Luz para todos
Façam as contas. São 2.484.700 domicílios sem luz. Se algum dia forem ligados e tiverem o que ligar na tomada com um mínimo de conforto, podendo gastar, digamos, 80 kWh/mês, será necessário, uma nova usina de 600 MW, apenas para a energia diretamente fornecida. Fora o resto exigido pelo aumento da atividade econômica na cadeia produtiva para atender esse aumento de consumo. Só que, com certeza, eles não poderão pagar pelo custo de uma nova usina e demais expansões necessárias. Imagine se toda a energia tendesse ao custo marginal como queriam as autoridades do governo anterior. Que tal separar um pedaço da energia velha para eles?

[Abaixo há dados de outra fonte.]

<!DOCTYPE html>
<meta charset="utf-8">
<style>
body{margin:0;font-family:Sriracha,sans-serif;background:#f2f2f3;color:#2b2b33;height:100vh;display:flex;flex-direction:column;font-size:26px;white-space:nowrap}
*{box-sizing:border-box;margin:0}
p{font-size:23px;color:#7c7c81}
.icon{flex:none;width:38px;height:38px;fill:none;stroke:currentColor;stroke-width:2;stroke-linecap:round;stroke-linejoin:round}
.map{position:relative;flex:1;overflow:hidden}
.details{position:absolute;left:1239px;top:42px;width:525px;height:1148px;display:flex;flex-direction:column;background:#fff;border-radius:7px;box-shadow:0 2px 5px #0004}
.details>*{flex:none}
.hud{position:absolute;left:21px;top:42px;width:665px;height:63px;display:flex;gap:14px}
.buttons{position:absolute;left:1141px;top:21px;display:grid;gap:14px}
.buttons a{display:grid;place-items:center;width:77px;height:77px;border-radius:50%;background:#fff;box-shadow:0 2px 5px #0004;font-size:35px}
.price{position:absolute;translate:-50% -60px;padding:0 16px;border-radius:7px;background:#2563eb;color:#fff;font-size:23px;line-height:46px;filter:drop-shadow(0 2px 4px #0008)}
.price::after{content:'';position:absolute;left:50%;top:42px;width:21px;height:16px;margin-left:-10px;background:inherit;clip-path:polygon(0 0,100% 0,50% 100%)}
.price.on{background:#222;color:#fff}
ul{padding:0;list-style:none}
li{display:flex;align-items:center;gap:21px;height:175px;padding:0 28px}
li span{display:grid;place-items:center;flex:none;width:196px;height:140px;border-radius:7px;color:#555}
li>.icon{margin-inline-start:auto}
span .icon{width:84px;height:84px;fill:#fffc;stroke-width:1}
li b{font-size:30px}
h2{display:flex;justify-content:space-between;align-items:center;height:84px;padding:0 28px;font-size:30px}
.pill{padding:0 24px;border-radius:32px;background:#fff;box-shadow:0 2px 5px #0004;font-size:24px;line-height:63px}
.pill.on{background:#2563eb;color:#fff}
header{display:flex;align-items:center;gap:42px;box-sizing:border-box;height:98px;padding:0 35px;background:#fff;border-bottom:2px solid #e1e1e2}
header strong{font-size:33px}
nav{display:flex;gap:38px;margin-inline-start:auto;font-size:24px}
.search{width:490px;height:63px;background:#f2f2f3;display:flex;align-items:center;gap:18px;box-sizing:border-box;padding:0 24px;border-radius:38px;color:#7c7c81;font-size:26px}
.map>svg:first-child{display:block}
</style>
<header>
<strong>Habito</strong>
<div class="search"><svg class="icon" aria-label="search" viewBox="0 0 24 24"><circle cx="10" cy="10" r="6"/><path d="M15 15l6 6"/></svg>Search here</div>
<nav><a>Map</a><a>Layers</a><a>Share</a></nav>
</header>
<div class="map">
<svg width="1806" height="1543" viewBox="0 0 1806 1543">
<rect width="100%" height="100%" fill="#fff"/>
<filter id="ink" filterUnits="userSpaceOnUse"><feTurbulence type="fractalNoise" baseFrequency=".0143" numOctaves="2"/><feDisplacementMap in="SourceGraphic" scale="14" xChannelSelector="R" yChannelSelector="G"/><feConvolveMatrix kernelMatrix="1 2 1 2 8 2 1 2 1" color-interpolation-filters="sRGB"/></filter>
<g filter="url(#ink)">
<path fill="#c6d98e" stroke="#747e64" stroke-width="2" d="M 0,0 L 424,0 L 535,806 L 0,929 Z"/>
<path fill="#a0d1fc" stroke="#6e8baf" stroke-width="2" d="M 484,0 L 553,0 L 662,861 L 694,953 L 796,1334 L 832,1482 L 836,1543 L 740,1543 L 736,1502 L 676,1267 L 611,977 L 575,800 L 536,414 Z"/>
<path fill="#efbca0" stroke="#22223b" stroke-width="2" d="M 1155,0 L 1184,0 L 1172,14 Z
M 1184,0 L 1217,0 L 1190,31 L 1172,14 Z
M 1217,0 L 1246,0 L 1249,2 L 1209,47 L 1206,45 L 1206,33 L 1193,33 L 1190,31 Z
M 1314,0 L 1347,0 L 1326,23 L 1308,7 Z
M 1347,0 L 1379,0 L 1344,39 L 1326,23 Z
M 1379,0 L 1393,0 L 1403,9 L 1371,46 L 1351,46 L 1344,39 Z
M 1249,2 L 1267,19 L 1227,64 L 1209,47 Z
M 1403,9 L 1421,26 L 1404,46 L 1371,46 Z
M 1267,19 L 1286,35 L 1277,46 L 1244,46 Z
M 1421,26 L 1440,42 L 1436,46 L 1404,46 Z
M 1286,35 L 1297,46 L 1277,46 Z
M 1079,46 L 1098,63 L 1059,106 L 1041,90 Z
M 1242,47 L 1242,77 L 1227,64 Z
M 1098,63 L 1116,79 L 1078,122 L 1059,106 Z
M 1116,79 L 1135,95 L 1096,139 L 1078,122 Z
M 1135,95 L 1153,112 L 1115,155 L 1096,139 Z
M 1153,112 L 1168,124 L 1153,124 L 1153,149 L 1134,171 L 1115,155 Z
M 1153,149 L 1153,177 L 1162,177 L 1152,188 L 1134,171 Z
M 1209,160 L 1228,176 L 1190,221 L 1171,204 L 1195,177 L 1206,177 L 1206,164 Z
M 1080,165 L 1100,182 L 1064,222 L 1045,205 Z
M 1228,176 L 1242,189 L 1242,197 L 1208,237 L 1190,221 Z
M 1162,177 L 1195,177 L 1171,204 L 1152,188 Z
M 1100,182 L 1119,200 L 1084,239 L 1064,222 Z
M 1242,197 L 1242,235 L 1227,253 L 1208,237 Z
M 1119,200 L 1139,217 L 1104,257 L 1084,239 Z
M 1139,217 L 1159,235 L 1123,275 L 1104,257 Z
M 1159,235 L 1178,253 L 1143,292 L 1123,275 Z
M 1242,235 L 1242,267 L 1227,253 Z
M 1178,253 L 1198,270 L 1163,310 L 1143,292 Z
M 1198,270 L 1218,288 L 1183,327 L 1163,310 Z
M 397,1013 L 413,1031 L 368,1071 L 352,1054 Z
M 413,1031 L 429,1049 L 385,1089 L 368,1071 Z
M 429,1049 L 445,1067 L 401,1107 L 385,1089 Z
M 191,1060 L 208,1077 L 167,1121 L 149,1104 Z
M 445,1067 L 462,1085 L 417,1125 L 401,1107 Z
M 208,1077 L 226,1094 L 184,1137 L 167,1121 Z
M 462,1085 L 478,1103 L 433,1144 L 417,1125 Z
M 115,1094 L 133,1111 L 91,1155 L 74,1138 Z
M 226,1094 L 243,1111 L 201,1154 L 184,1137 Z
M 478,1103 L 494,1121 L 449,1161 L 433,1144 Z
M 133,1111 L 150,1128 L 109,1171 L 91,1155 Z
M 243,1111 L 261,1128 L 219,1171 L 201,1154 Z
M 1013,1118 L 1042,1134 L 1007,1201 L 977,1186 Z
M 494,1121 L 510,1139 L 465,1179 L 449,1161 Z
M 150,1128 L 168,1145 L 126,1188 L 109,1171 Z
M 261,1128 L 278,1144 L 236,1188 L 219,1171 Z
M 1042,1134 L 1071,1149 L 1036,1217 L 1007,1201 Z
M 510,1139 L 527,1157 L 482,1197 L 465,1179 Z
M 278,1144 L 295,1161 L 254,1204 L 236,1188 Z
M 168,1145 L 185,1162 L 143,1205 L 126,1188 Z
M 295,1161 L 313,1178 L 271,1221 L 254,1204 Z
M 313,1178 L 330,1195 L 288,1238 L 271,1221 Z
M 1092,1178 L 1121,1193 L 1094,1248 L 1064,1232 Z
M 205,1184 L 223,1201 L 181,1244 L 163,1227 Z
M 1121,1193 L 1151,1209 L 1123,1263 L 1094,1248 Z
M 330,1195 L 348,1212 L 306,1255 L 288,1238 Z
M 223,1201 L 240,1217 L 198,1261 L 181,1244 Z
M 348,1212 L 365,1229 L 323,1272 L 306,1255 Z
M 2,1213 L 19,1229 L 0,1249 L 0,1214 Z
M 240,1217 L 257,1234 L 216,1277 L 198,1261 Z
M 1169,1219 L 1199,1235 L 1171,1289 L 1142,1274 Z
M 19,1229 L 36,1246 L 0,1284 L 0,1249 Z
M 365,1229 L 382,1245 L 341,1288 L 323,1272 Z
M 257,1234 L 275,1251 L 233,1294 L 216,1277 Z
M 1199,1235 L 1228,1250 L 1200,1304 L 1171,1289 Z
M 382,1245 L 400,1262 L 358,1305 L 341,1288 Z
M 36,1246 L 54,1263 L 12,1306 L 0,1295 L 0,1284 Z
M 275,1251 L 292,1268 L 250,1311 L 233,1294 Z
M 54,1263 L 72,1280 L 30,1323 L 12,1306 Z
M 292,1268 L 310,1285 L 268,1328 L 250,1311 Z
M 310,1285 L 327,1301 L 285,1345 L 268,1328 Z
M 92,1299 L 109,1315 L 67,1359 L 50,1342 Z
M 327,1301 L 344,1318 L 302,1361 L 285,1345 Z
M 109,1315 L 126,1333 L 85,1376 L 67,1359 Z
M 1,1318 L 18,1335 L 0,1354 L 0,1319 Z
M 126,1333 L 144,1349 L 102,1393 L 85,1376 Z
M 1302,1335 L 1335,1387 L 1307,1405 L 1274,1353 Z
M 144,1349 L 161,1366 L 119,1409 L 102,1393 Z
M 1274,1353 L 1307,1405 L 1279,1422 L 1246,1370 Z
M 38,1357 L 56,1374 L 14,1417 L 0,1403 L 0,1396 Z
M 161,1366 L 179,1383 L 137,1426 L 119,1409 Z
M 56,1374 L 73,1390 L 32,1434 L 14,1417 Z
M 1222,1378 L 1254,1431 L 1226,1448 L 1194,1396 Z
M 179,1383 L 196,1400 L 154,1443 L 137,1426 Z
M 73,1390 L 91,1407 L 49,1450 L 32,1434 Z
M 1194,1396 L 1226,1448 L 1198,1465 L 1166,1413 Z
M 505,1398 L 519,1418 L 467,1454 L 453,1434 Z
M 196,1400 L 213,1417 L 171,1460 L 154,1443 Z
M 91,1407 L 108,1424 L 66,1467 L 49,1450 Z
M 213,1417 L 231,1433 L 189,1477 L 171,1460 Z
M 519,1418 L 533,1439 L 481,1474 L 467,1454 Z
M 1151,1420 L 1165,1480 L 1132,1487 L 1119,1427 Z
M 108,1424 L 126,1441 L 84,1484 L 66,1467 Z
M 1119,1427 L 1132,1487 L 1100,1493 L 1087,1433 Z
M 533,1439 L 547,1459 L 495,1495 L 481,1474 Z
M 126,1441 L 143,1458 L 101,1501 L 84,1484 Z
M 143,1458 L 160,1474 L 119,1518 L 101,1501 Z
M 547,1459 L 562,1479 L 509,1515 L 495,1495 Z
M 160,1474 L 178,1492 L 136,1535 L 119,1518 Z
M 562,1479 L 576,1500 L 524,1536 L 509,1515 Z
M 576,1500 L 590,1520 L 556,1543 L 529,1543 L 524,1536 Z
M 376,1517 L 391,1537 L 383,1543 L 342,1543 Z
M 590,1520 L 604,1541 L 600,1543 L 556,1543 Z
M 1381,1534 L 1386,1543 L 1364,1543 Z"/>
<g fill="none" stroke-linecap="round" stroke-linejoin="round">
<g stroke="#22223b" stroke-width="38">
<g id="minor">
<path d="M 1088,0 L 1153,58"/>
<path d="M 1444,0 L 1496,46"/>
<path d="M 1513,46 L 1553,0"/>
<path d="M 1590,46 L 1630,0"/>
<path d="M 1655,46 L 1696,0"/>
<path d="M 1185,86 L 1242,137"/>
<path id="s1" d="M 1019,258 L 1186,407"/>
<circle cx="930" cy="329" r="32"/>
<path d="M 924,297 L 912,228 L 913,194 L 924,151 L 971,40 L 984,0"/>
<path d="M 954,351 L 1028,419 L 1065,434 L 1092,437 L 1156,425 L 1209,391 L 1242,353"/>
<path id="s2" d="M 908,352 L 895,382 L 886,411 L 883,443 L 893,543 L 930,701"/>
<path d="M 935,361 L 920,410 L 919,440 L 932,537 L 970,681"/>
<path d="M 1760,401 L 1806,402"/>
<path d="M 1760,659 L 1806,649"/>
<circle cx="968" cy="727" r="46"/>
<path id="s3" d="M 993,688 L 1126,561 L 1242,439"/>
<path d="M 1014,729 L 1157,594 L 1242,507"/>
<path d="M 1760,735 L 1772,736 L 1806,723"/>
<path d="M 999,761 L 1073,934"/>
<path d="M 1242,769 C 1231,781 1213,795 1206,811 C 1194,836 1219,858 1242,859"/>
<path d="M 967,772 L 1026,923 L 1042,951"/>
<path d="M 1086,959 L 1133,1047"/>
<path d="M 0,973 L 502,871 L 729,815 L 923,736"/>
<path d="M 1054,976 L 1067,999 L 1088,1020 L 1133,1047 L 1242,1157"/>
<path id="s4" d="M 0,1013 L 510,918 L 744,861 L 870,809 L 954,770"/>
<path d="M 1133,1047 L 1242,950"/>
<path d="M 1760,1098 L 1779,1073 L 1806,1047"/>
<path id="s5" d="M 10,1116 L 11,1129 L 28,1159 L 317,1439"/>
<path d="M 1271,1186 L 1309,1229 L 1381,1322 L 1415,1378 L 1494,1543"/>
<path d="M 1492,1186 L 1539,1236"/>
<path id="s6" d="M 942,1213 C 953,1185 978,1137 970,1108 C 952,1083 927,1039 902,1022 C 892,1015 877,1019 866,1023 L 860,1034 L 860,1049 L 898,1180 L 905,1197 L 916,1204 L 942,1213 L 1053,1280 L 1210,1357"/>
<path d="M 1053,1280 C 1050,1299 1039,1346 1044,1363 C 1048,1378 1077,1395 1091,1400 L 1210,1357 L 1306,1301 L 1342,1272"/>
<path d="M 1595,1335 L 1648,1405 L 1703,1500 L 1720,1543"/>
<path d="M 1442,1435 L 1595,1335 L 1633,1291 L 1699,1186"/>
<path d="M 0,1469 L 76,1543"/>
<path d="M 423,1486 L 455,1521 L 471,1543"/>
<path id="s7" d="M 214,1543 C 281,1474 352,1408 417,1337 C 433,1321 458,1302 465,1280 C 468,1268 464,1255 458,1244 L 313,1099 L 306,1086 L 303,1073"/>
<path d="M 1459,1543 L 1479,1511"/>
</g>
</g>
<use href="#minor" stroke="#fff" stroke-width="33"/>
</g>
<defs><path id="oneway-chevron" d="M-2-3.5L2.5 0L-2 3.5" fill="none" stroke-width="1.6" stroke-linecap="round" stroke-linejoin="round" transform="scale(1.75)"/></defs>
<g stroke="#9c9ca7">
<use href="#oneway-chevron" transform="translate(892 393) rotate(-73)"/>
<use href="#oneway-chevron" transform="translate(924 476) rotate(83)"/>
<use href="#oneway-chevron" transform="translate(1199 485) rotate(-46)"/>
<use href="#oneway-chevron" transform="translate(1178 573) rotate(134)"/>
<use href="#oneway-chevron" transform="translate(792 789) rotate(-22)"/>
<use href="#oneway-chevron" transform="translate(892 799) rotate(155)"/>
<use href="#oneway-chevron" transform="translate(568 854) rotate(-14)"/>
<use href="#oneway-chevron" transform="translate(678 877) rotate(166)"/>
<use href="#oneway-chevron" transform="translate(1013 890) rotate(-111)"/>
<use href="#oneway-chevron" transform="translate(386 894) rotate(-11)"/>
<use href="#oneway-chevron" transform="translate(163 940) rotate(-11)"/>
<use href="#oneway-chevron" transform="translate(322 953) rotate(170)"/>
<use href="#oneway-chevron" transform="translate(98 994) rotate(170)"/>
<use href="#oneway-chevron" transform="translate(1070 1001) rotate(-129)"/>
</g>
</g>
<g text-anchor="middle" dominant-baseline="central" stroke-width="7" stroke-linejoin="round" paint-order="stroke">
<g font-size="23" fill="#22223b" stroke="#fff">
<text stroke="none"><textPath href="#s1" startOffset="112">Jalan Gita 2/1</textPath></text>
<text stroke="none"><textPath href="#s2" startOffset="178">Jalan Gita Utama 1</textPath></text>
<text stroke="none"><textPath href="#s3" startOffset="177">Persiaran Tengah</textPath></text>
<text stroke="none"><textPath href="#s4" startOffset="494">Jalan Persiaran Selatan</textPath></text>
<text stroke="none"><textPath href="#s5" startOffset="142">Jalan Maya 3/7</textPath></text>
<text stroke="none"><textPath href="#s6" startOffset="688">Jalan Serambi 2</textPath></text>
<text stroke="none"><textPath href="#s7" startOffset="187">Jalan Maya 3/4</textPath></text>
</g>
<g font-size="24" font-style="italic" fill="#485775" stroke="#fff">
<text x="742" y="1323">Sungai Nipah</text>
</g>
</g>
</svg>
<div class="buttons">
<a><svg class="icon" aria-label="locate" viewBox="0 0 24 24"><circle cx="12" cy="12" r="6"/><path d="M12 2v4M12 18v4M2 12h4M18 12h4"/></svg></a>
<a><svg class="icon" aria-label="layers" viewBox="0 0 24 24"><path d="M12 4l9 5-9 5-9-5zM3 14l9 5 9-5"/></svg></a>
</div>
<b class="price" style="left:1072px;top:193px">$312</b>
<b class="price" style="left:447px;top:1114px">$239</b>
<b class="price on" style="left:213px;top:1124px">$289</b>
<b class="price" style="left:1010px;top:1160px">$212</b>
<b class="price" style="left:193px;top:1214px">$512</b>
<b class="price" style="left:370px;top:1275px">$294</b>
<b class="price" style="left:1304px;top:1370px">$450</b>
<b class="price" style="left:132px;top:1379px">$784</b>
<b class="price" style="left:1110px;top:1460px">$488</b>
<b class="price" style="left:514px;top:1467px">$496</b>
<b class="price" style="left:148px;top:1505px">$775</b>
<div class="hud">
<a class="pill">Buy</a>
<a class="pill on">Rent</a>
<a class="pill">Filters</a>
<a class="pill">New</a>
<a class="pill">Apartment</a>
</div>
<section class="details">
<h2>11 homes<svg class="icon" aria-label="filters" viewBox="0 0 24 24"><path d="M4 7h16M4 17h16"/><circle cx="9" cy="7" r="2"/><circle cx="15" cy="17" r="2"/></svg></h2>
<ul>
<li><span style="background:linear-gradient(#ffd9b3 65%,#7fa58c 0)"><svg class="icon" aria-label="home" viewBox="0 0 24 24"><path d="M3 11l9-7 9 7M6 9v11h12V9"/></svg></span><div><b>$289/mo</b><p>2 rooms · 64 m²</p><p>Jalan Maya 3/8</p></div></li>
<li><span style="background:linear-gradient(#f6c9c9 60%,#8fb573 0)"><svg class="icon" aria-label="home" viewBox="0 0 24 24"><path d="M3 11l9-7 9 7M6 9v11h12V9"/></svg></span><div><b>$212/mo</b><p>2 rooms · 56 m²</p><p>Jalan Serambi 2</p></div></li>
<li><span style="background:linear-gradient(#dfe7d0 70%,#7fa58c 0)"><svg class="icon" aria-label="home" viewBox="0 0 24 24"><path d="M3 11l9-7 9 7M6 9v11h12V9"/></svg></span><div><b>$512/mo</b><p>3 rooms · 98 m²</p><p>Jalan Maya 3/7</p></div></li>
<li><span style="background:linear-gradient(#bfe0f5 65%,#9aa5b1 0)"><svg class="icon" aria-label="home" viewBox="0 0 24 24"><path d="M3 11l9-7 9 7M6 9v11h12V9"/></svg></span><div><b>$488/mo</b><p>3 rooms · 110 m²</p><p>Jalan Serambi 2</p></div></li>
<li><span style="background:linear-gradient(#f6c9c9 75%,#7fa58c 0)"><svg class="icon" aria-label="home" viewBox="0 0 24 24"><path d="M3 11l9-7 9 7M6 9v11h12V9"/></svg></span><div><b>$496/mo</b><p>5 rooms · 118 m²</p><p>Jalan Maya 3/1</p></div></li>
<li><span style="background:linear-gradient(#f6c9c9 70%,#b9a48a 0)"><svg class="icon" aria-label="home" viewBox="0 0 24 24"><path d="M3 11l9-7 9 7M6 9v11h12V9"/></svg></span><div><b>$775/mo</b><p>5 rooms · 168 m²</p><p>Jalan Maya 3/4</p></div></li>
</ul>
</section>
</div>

Programa ‘Luz para todos’ não tem fim eleitoreiro, mas é acerto de contas com os mais pobres
Mônica Tavares – O Globo
GloboNews.com
BRASÍLIA – O presidente Luiz Inácio Lula da Silva lançou nesta terça-feira o Programa Nacional de Universalização do Acesso e Uso da Energia Elétrica, batizado de "Luz para todos", insistindo na tese de que a proposta é de longo prazo, não apenas para o atual governo. A ministra de Minas e Energia, Dilma Roussef, disse que esse é o programa que vai ter mais repercussão na vida e no desenvolvimento das pessoas mais pobres do país. Segundo ela, o programa é um acerto de contas de uma dívida social do governo com essas pessoas.
Segundo Lula, dos cerca de R$ 7 bilhões que deverão ser aplicados no programa, R$ 5,3 bilhões sairão do governo federal. Por isso o gasto será "tripartite", com investimentos também estaduais e municipais. – Não temos de pensar em nós (referindo-se também aos governadores) nem na próxima eleição. Temos de pensar na próxima geração do campo brasileiro, em como ela vai ser.
O programa pretende atender, até 2008, a 2,5 milhões de famílias que não têm acesso à energia elétrica. Desses, dois milhões vivem na área rural. Em 2004, o programa atenderá a 400 mil famílias. Em 2005 e 2006, o programa deve atender a 500 mil famílias em cada ano. Em 2007 e 2008, o programa deve a atender a outras 300 mil famílias a cada ano.
Em termos absolutos, a maior concentração de pessoas sem acesso à energia elétrica está no Nordeste, onde 5,8 milhões não têm luz em casa. Segundo os dados do governo, cerca de 90% das famílias sem luz têm renda inferior a três salários-mínimos e 84% delas vivem em municípios com Índice de Desenvolvimento Humano (IDH) abaixo da média nacional, que é de 0,766.
– O mapa da exclusão elétrica coincide com os índices de IDH. Cerca de 84% das pessoas sem energia estão no meio rural e 15%, na área urbana – disse a ministra.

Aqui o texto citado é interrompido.